Cultura

La 'baraka' de Malik

  • Una edición para coleccionistas con un DVD de extras lleva al mercado 'Un profeta', el premiado filme de Audiard

En Un profeta de Jacques Audiard todo es cárcel. Antes, en el cine europeo, casi nunca ocurría así, y siempre importaba la cesura entre el dentro y el fuera: era el complicado camino hacia la luz de Un condenado a muerte se ha escapado (1956) de Bresson; era el marcado pasaje entre los géneros -el melodrama carcelario (para el enclaustramiento) y el cine negro (en los exteriores)- de El criminal (1960) de Joseph Losey; el obstáculo a derribar por la colectividad de humanos en La evasión (1960) de Jacques Becker, o el muro a saltar para llevar a cabo la más necesaria de las huidas, desde las sombras alargadas, para mejor morir donde y como lo hacen los hombres auténticos, en Hasta el último aliento (1966) de Jean-Pierre Melville, quien siempre se quitó el sombrero ante los padres Bresson y Becker. Audiard, hombre de género y buen conocedor de la historia del cine, saca provecho de este legado fílmico, desde el propio título, que, aunque en menor medida que el de Bresson, ya marca un camino de ascensión para quien comienza de paria absoluto, limitando en cierta medida el suspense narrativo de la película, hasta la inversión en actores con una determinante presencia física, como tan bien hicieran Becker y Melville, que hablen con el cuerpo, para ahorrar así en palabras o en imágenes que parecen palabras. Pero aquí, si bien parece lo contrario, no hay tanta diferencia entre el dentro y el fuera, lo que relacionaría Un profeta con el cine norteamericano, desde su clasicismo primero a sus más famosas vetas moderno-manieristas (Coppola, Scorsese), y desde la cárcel puede poseerse la ciudad que se extiende más allá de sus altas tapias. Asimismo, también existe la cruz: cuando uno camina ya libre, cuando las profecías del hombre de la baraka se han cumplido contra todo pronóstico, el séquito que le sigue es sin duda más amenazante que protector.

Un profeta sigue el duro aprendizaje de Malik El Djebena (Tahar Rahim), que entra en prisión de musulmán -con las implicaciones de apestado y desahuciado que el término tuvo en los campos de exterminio, como recogió el filósofo Giorgio Agamben-, para pasar a ser corso -al convertirse, manchadas las manos de sangre, en el esclavo de la mafia dominante en la cárcel- y, finalmente, devenir en árabe, cuando el adiestramiento haya llegado a su fin y la suerte haga acto de presencia al ser convocada desde la astucia maquiavélica.
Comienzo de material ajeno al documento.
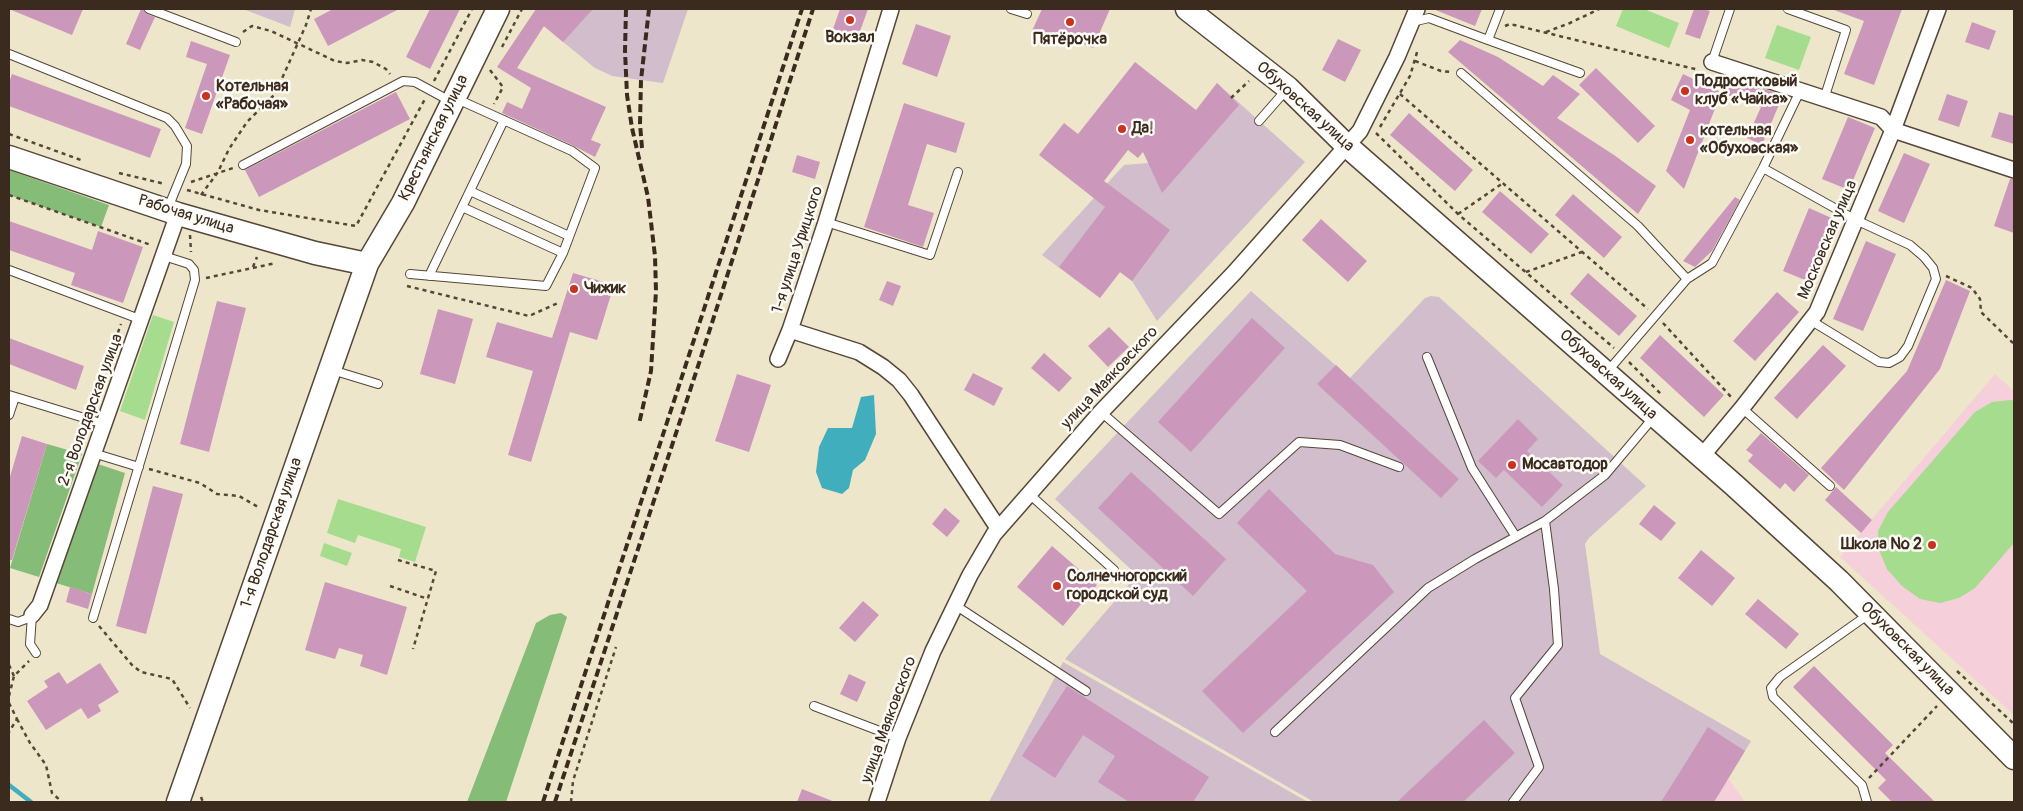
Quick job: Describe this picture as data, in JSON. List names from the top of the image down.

Su ir y venir, esa refriega horizontal con periódicas palizas, la sigue Audiard de cerca, la cámara al hombro normalmente, respirando junto al personaje, pero respetando siempre la distancia, sin achicar el espacio al espectáculo corporal, que en Un profeta, como en todo cine que se precie, es receptáculo del tiempo pasado y la experiencia ganada. La distancia, además, se alarga a través de secuencias imaginarias y esas micro-rupturas, bellas bagatelas escópicas muy del gusto de Audiard, que nos recuerdan que la ilusión de movimiento y la alucinación de vida que produce el cine son eso, fantasmas que juguetean en los umbrales de nuestra engañada percepción.

La película de Audiard no sería casi nada sin César Luciani, es decir, Niels Arestrup, un actor de una puesta en escena sobrecogedora, encarnación del peso de la gravedad y el aburrimiento, que descubre en Malik la chispa de inteligencia que no tienen sus compatriotas, pero al que sólo es capaz de ver como herramienta, cegado por unos prejuicios que le han hecho olvidar que en la cárcel es preciso esforzarse para pensar.

Director Jacques Audiard. Con Tahar Rahim, Niels Arestrup, Salem Kali, Alaa Oumouzoune, Reda Kateb, Jean-Philippe Ricci. Cameo.